Class-level breakdown (Logistic Regression):
Treatment F1 = 0.89 (precision 0.79, recall 0.97) — Diagnosis F1 = 0.50 (precision 0.79, recall 0.37) — Prevention F1 = 0.44 (precision 0.76, recall 0.31).
The Treatment class benefits directly from the heuristic's default behaviour; the minority classes reflect genuine signal sparsity rather than model failure. The micro-averaged ROC-AUC of 0.87 indicates that probabilistic discrimination is substantially better than threshold-level performance suggests — clinicians could adjust operating thresholds on the ROC curve to prioritise Diagnosis or Prevention review queues.
The top Logistic Regression coefficients per class align with clinical intuition:
- Diagnosis: resonance, magnetic resonance, accuracy, contrast, colonoscopy, hypersensitivity
- Prevention: vaccine, vaccination, incidences of, infection, influenza, programs
- Treatment: interventions, controlled, trials, doses, chemotherapy, double blind
The presence of magnetic resonance and double blind as top-weighted unigrams confirms that TF-IDF is picking up genuinely discriminative clinical vocabulary, not artefacts of the heuristic.
- Label noise ceiling. With 11.5% no-keyword and 14.7% tied-score abstracts defaulting to Treatment, model performance is bounded by heuristic quality rather than architecture.

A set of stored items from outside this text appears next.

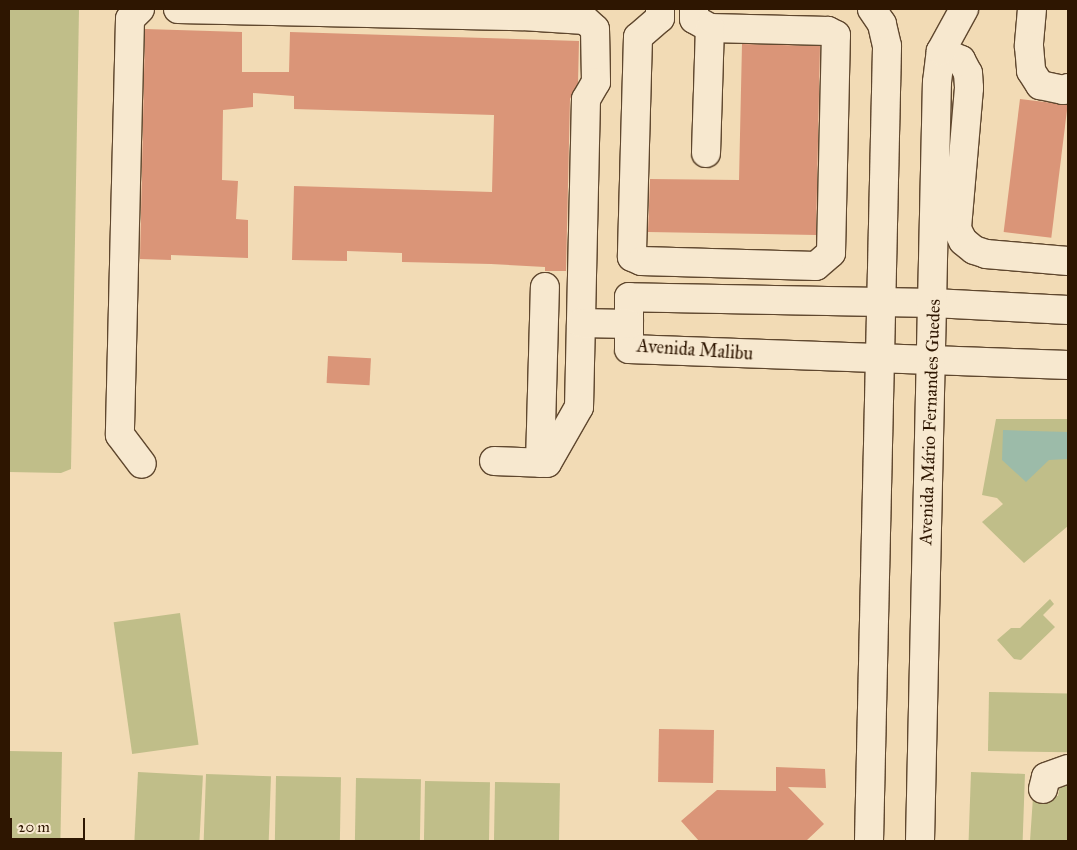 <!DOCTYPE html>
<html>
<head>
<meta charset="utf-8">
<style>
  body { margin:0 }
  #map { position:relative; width:1077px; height:850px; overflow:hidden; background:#f2dbb5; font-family:"IM FELL Great Primer",serif }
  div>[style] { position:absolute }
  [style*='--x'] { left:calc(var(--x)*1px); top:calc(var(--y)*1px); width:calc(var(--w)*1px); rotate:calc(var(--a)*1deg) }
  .green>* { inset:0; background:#c0be89; transform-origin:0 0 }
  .water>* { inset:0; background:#9cbba9 }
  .building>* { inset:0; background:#da9578; transform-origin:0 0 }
  .roads { filter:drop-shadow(1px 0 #5f472e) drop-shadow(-1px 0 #5f472e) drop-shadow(0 1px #5f472e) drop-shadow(0 -1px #5f472e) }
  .minor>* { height:28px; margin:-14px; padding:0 14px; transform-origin:14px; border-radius:14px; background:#f7e8cf }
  span { translate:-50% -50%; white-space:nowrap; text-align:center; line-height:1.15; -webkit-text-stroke:4px #f7e8cf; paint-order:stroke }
  .street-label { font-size:18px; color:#2e1601 }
  .frame { position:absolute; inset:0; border:10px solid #2e1601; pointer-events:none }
  .scale { position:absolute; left:10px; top:818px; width:75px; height:22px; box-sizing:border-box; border:2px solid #2e1601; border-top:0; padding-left:6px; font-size:15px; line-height:18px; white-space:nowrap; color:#2e1601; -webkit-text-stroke:4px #f7e8cf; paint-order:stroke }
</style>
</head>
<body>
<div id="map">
  <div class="green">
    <div style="clip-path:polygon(9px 9px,79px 9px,71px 469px,61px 473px,9px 472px)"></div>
    <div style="clip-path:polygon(996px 419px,1068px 419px,1068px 526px,1024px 563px,982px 522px,1003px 504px,997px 498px,982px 495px)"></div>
    <div style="clip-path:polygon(1050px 599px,1054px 604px,1043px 615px,1055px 627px,1021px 660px,1014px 659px,997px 640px,1011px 628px,1020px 628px)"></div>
    <div style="left:180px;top:613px;width:133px;height:67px;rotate:82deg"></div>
    <div style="left:989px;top:692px;width:79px;height:59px;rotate:1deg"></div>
    <div style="left:9px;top:751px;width:53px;height:90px;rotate:1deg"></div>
    <div style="left:138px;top:772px;width:65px;height:69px;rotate:3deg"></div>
    <div style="left:971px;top:772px;width:54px;height:69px;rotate:2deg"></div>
    <div style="left:206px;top:774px;width:65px;height:67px;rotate:2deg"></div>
    <div style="clip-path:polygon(1062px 775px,1068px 775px,1068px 841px,1030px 841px,1033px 797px,1058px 796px)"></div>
    <div style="left:276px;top:776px;width:65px;height:65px;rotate:1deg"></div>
    <div style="left:356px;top:778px;width:65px;height:63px;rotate:1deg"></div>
    <div style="left:425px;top:781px;width:65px;height:60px;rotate:1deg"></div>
    <div style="left:495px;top:782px;width:65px;height:59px;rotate:1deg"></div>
  </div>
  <div class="water">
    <div style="clip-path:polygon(1003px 430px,1068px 432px,1068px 459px,1049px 460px,1026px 482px,1002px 460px)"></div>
  </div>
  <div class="building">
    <div style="clip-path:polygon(145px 29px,242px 32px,242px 72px,289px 72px,290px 32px,579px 41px,578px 83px,570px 99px,566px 271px,545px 271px,545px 267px,491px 264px,402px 262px,402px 253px,347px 251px,347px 261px,292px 260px,294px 186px,492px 192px,494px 115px,294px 109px,294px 96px,253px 93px,253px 107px,223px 110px,222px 180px,238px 181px,236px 219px,248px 220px,248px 258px,171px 255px,171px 260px,140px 259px)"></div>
    <div style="clip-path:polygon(742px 44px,820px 46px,816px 235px,648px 232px,650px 179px,739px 180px)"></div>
    <div style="left:1020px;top:99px;width:48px;height:134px;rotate:7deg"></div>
    <div style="left:328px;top:356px;width:43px;height:27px;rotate:3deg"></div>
    <div style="left:659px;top:729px;width:55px;height:53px;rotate:1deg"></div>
    <div style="clip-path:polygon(776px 767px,825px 769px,826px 788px,788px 787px,824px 824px,806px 841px,699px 841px,681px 821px,717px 790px,776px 791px)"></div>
  </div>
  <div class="roads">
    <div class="minor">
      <div style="--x:140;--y:9;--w:14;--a:135"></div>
      <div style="--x:130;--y:19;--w:416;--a:91.4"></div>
      <div style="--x:120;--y:435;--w:36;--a:53"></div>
      <div style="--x:178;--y:9;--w:344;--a:1.2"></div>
      <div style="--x:522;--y:16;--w:63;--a:3.6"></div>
      <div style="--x:585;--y:20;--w:13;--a:42"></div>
      <div style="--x:595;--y:29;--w:53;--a:88.9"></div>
      <div style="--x:596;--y:82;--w:20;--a:120"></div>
      <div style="--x:586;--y:99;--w:308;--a:91.3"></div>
      <div style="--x:579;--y:407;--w:64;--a:119.7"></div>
      <div style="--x:547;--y:463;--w:53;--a:-177.8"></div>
      <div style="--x:660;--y:9;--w:9;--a:90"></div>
      <div style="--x:660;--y:18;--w:29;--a:139"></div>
      <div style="--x:638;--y:37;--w:220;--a:91.6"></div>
      <div style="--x:632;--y:257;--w:10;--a:24"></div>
      <div style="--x:641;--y:261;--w:175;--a:1.6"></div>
      <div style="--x:816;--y:266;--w:20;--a:-41"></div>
      <div style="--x:831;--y:253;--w:218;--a:-88.7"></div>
      <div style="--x:836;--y:35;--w:9;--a:-153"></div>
      <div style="--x:828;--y:31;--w:118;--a:-178.5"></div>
      <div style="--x:710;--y:28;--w:18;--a:-151"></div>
      <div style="--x:694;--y:19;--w:10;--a:-90"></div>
      <div style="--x:1032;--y:9;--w:37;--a:95"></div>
      <div style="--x:1029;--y:46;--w:25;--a:85"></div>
      <div style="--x:1031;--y:71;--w:17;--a:57"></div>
      <div style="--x:1040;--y:85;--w:24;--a:12"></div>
      <div style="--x:1063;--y:90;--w:5;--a:-22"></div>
      <div style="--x:941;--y:51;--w:22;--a:24"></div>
      <div style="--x:961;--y:60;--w:15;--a:62"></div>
      <div style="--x:968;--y:73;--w:15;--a:86"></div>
      <div style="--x:969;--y:88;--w:142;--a:94.9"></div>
      <div style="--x:957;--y:229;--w:13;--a:63"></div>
      <div style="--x:963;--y:241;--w:14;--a:39"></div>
      <div style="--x:974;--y:250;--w:13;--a:18"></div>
      <div style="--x:986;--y:254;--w:82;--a:4.9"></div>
      <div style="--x:706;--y:153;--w:125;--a:-88.2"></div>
      <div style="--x:1068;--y:310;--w:135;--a:-177"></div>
      <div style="--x:933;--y:303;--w:304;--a:-178.9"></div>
      <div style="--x:629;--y:297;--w:52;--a:90"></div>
      <div style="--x:629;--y:349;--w:439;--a:2.1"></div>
      <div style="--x:581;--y:323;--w:48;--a:1.2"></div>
      <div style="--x:540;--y:463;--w:176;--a:-88.4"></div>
      <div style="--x:1043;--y:789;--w:12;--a:-76"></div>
      <div style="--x:1046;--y:777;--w:23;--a:-20"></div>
      <div style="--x:869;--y:841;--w:795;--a:-88.7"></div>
      <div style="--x:887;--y:46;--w:23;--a:-103"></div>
      <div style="--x:882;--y:24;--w:18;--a:-124"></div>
      <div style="--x:920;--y:841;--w:759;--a:-88.72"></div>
      <div style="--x:937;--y:82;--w:31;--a:-83"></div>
      <div style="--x:941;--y:51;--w:48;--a:-61.3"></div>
    </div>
  </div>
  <div class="street-label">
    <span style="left:695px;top:350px;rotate:4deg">Avenida Malibu</span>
    <span style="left:930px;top:422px;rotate:-88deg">Avenida Mário Fernandes Guedes</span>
  </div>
  <div class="frame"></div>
  <div class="scale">20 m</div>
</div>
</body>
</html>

- Sentence-role information lost. Reconstructing full abstracts flattens Background, Methods, Results, and Conclusions into one text block. Methods sentences and Results sentences are processed identically.

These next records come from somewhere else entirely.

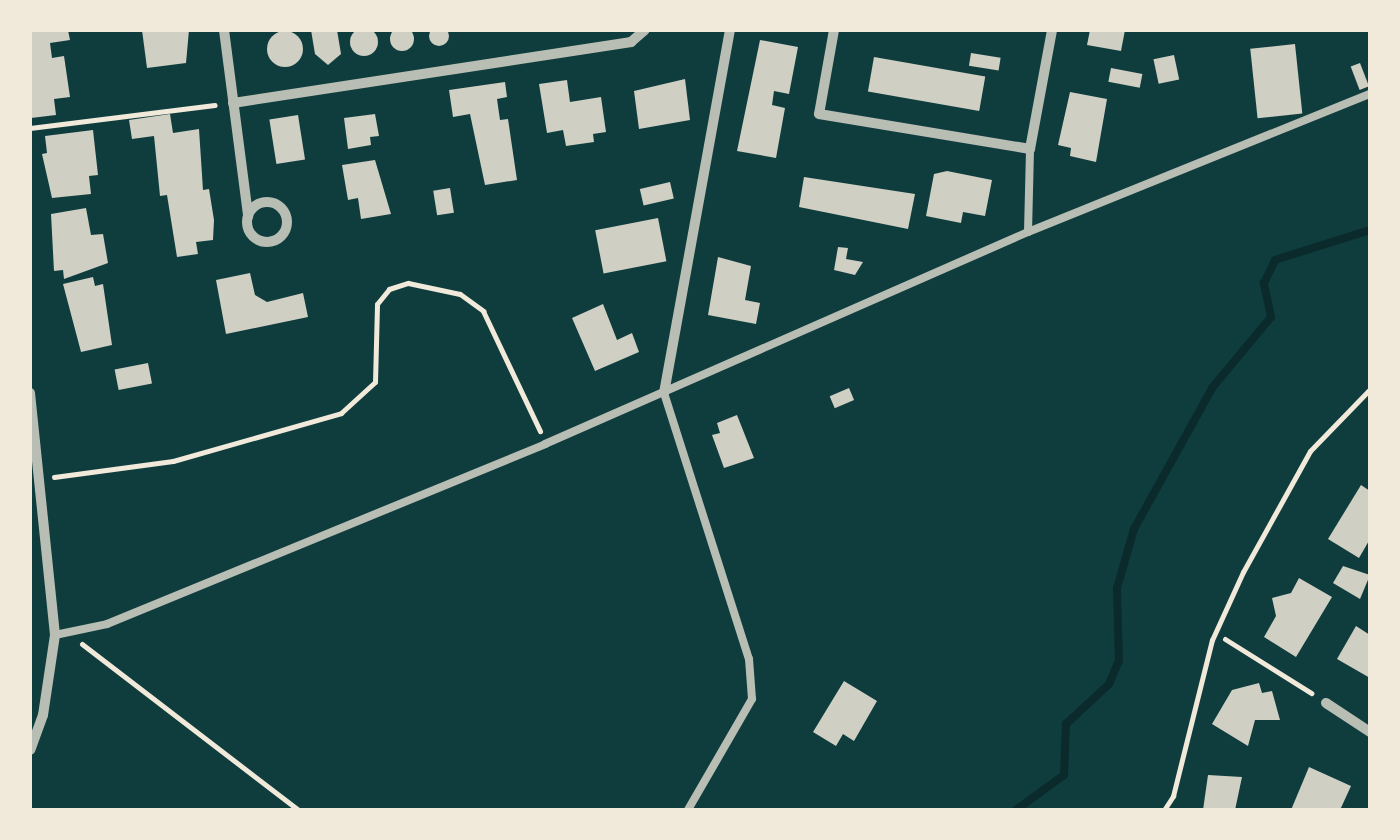 <!DOCTYPE html>
<html>
<head>
<meta charset="utf-8">
<style>
  body { margin:0 }
  #map { position:relative; width:1400px; height:840px; overflow:hidden; background:#0f3d3e; font-family:Jost,sans-serif }
  div>[style] { position:absolute }
  .stream>* { height:8px; margin:-4px; padding:0 4px; transform-origin:4px; border-radius:4px; background:#0a2a2b }
  .building>* { inset:0; background:#cfcfc3; transform-origin:0 0 }
  .round { border-radius:50% }
  .path>* { height:5px; margin:-2.5px; padding:0 2.5px; transform-origin:2.5px; border-radius:2.5px; background:#f1e9da }
  .service>* { height:8px; margin:-4px; padding:0 4px; transform-origin:4px; border-radius:4px; background:#b8beb3 }
  .minor>* { height:10px; margin:-5px; padding:0 5px; transform-origin:5px; border-radius:5px; background:#b8beb3 }
  .minor>.ring { margin:-5px; padding:0; box-sizing:content-box; background:none; border:10px solid #b8beb3; border-radius:50% }
  span { translate:-50% -50%; white-space:nowrap; text-align:center; line-height:1.15; -webkit-text-stroke:8px #f1e9da; paint-order:stroke }
  .frame { position:absolute; inset:0; border:32px solid #f1e9da; pointer-events:none }
</style>
</head>
<body>
<div id="map">
  <div class="stream">
    <i style="left:1016px;top:810px;width:59px;rotate:-36.1deg"></i>
    <i style="left:1064px;top:775px;width:51px;rotate:-87.8deg"></i>
    <i style="left:1066px;top:724px;width:59px;rotate:-42.9deg"></i>
    <i style="left:1109px;top:684px;width:25px;rotate:-67deg"></i>
    <i style="left:1119px;top:661px;width:73px;rotate:-91.6deg"></i>
    <i style="left:1117px;top:588px;width:61px;rotate:-73.9deg"></i>
    <i style="left:1134px;top:529px;width:161px;rotate:-61deg"></i>
    <i style="left:1212px;top:388px;width:92px;rotate:-50.3deg"></i>
    <i style="left:1271px;top:317px;width:35px;rotate:-102deg"></i>
    <i style="left:1264px;top:283px;width:25px;rotate:-64deg"></i>
    <i style="left:1275px;top:260px;width:100px;rotate:-17.5deg"></i>
  </div>
  <div class="building">
    <i class="round" style="left:429px;top:26px;width:20px;height:20px"></i>
    <i class="round" style="left:390px;top:27px;width:24px;height:24px"></i>
    <i class="round" style="left:350px;top:28px;width:28px;height:28px"></i>
    <i style="clip-path:polygon(30px 30px,68px 30px,70px 40px,50px 43px,52px 58px,64px 56px,70px 97px,54px 99px,56px 115px,31px 118px)"></i>
    <i style="clip-path:polygon(142px 30px,189px 30px,186px 63px,147px 68px)"></i>
    <i style="clip-path:polygon(311px 30px,337px 30px,341px 54px,328px 65px,315px 54px)"></i>
    <i style="clip-path:polygon(1090px 30px,1125px 30px,1121px 51px,1087px 45px)"></i>
    <i class="round" style="left:267px;top:31px;width:36px;height:36px"></i>
    <i style="clip-path:polygon(760px 40px,798px 47px,789px 94px,774px 91px,772px 105px,785px 108px,776px 158px,737px 151px)"></i>
    <i style="left:1295px;top:44px;width:70px;height:45px;rotate:84deg"></i>
    <i style="left:971px;top:53px;width:30px;height:13px;rotate:9deg"></i>
    <i style="left:1174px;top:55px;width:25px;height:21px;rotate:78deg"></i>
    <i style="left:874px;top:57px;width:113px;height:35px;rotate:10deg"></i>
    <i style="left:1360px;top:63px;width:25px;height:10px;rotate:69deg"></i>
    <i style="left:1111px;top:68px;width:32px;height:14px;rotate:11deg"></i>
    <i style="clip-path:polygon(685px 79px,690px 120px,639px 129px,634px 91px)"></i>
    <i style="clip-path:polygon(567px 80px,570px 102px,601px 97px,606px 132px,593px 134px,594px 142px,566px 146px,563px 130px,547px 133px,539px 84px)"></i>
    <i style="clip-path:polygon(505px 82px,507px 97px,497px 99px,500px 120px,508px 119px,517px 180px,485px 185px,470px 114px,453px 117px,449px 90px)"></i>
    <i style="clip-path:polygon(1070px 92px,1107px 99px,1096px 162px,1070px 156px,1071px 148px,1058px 145px)"></i>
    <i style="clip-path:polygon(170px 114px,173px 133px,199px 129px,203px 190px,209px 189px,214px 220px,213px 240px,196px 242px,198px 254px,177px 257px,167px 195px,160px 196px,154px 136px,132px 139px,129px 120px)"></i>
    <i style="clip-path:polygon(375px 114px,379px 136px,370px 137px,371px 145px,348px 149px,344px 118px)"></i>
    <i style="left:298px;top:115px;width:45px;height:29px;rotate:81deg"></i>
    <i style="clip-path:polygon(93px 130px,98px 175px,89px 176px,91px 194px,52px 198px,42px 154px,47px 153px,45px 136px)"></i>
    <i style="clip-path:polygon(375px 160px,391px 214px,361px 219px,358px 198px,348px 200px,342px 165px)"></i>
    <i style="clip-path:polygon(947px 171px,992px 180px,985px 216px,963px 212px,961px 223px,926px 216px,934px 174px)"></i>
    <i style="clip-path:polygon(804px 177px,915px 194px,908px 229px,799px 207px)"></i>
    <i style="left:670px;top:182px;width:17px;height:31px;rotate:77deg"></i>
    <i style="left:450px;top:188px;width:25px;height:17px;rotate:81deg"></i>
    <i style="clip-path:polygon(86px 208px,91px 235px,103px 234px,108px 263px,64px 279px,63px 270px,54px 271px,51px 214px)"></i>
    <i style="left:658px;top:218px;width:44px;height:64px;rotate:79deg"></i>
    <i style="clip-path:polygon(838px 247px,848px 248px,846px 259px,863px 262px,855px 275px,834px 270px)"></i>
    <i style="clip-path:polygon(718px 257px,751px 266px,745px 300px,760px 303px,756px 324px,708px 315px)"></i>
    <i style="clip-path:polygon(250px 273px,255px 295px,267px 302px,303px 293px,308px 317px,226px 334px,216px 280px)"></i>
    <i style="clip-path:polygon(93px 277px,95px 286px,103px 284px,112px 345px,81px 352px,63px 284px)"></i>
    <i style="clip-path:polygon(603px 304px,617px 340px,632px 333px,639px 352px,595px 371px,572px 318px)"></i>
    <i style="left:148px;top:363px;width:21px;height:34px;rotate:79deg"></i>
    <i style="left:849px;top:388px;width:13px;height:21px;rotate:67deg"></i>
    <i style="clip-path:polygon(737px 415px,754px 458px,724px 468px,712px 435px,720px 433px,717px 423px)"></i>
    <i style="clip-path:polygon(1361px 485px,1370px 491px,1370px 539px,1359px 558px,1328px 539px)"></i>
    <i style="clip-path:polygon(1343px 566px,1370px 575px,1360px 599px,1333px 583px)"></i>
    <i style="clip-path:polygon(1299px 578px,1332px 597px,1296px 657px,1264px 637px,1276px 616px,1272px 598px,1291px 593px)"></i>
    <i style="clip-path:polygon(1356px 626px,1370px 635px,1370px 678px,1337px 659px)"></i>
    <i style="clip-path:polygon(844px 681px,877px 701px,854px 741px,843px 734px,836px 746px,813px 732px)"></i>
    <i style="clip-path:polygon(1259px 683px,1262px 693px,1272px 691px,1280px 720px,1255px 720px,1248px 746px,1212px 724px,1232px 690px)"></i>
    <i style="clip-path:polygon(1309px 767px,1351px 786px,1340px 810px,1291px 810px)"></i>
    <i style="clip-path:polygon(1208px 775px,1242px 777px,1235px 810px,1203px 810px)"></i>
  </div>
  <div class="path">
    <i style="left:30px;top:128px;width:186px;rotate:-7.1deg"></i>
    <i style="left:54px;top:477px;width:120px;rotate:-7.7deg"></i>
    <i style="left:173px;top:461px;width:175px;rotate:-15.9deg"></i>
    <i style="left:341px;top:413px;width:46px;rotate:-42.4deg"></i>
    <i style="left:375px;top:382px;width:78px;rotate:-88.5deg"></i>
    <i style="left:377px;top:304px;width:19px;rotate:-51deg"></i>
    <i style="left:389px;top:289px;width:20px;rotate:-18deg"></i>
    <i style="left:408px;top:283px;width:53px;rotate:11.9deg"></i>
    <i style="left:460px;top:294px;width:29px;rotate:36deg"></i>
    <i style="left:483px;top:311px;width:133px;rotate:64.6deg"></i>
    <i style="left:1225px;top:639px;width:102px;rotate:32.1deg"></i>
    <i style="left:82px;top:644px;width:272px;rotate:37.5deg"></i>
    <i style="left:1164px;top:810px;width:17px;rotate:-57deg"></i>
    <i style="left:1173px;top:796px;width:161px;rotate:-76deg"></i>
    <i style="left:1212px;top:640px;width:75px;rotate:-65.5deg"></i>
    <i style="left:1243px;top:572px;width:138px;rotate:-61deg"></i>
    <i style="left:1310px;top:451px;width:86px;rotate:-45.9deg"></i>
  </div>
  <div class="service">
    <i style="left:1028px;top:232px;width:83px;rotate:-88.6deg"></i>
    <i style="left:664px;top:393px;width:279px;rotate:72.3deg"></i>
    <i style="left:749px;top:659px;width:40px;rotate:85.7deg"></i>
    <i style="left:752px;top:699px;width:128px;rotate:120deg"></i>
    <i style="left:55px;top:635px;width:53px;rotate:-11.9deg"></i>
    <i style="left:107px;top:624px;width:474px;rotate:-22.3deg"></i>
    <i style="left:545px;top:444px;width:527px;rotate:-23.7deg"></i>
    <i style="left:1028px;top:232px;width:369px;rotate:-22deg"></i>
  </div>
  <div class="minor">
    <i style="left:224px;top:30px;width:188px;rotate:82.6deg"></i>
    <i style="left:834px;top:30px;width:85px;rotate:100.1deg"></i>
    <i style="left:819px;top:114px;width:214px;rotate:9.4deg"></i>
    <i style="left:1030px;top:149px;width:121px;rotate:-79.5deg"></i>
    <i style="left:233px;top:103px;width:403px;rotate:-8.7deg"></i>
    <i style="left:631px;top:42px;width:18px;rotate:-41deg"></i>
    <i class="ring" style="left:247px;top:202px;width:30px;height:30px"></i>
    <i style="left:30px;top:393px;width:243px;rotate:84.1deg"></i>
    <i style="left:55px;top:635px;width:81px;rotate:98.5deg"></i>
    <i style="left:43px;top:715px;width:37px;rotate:110deg"></i>
    <i style="left:664px;top:393px;width:369px;rotate:-79.7deg"></i>
    <i style="left:1326px;top:703px;width:53px;rotate:33.4deg"></i>
  </div>
  <div class="frame"></div>
</div>
</body>
</html>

- No semantic synonymy. TF-IDF treats renal failure and kidney failure as orthogonal vectors, restricting vocabulary coverage for medically equivalent terms.
- Single-label constraint. Multi-domain abstracts (e.g., testing the prevention efficacy of a diagnostic tool) are forced into one class and consistently misclassified.
All code, preprocessing scripts, and trained model artefacts are in the public repository. The notebook is fully self-contained once the dataset folder is placed in the project root.
# Reproduce baseline results
git clone https://github.com/purvadip/MedAbstractClassifier
cd medical_classification
pip install -r requirements.txt
jupyter notebook # open medical_classification.ipynb → Run AllSplit indices in split_indices.json guarantee the same held-out test set across every run.
Dernoncourt, F., & Lee, J. Y. (2017). PubMed 200k RCT: A dataset for sequential sentence classification in medical abstracts. arXiv:1710.06071.
Devlin, J., Chang, M. W., Lee, K., & Toutanova, K. (2019). BERT: Pre-training of deep bidirectional transformers for language understanding. arXiv:1810.04805.
He, H., & Garcia, E. A. (2009). Learning from imbalanced data. IEEE Transactions on Knowledge and Data Engineering, 21(9), 1263–1284.
Lee, J., Yoon, W., Kim, S., Kim, D., Kim, S., So, C. H., & Kang, J. (2020). BioBERT: A pre-trained biomedical language representation model for biomedical text mining. Bioinformatics, 36(4), 1234–1240.
Manning, C. D., Raghavan, P., & Schütze, H. (2008). Introduction to Information Retrieval. Cambridge University Press.
Pedregosa, F., et al. (2011). Scikit-learn: Machine learning in Python. JMLR, 12, 2825–2830.
Ratner, A. J., De Sa, C., Wu, S., Selsam, D., & Ré, C. (2017). Snorkel: Rapid training data creation with weak supervision. VLDB Endowment, 11(3), 269–282.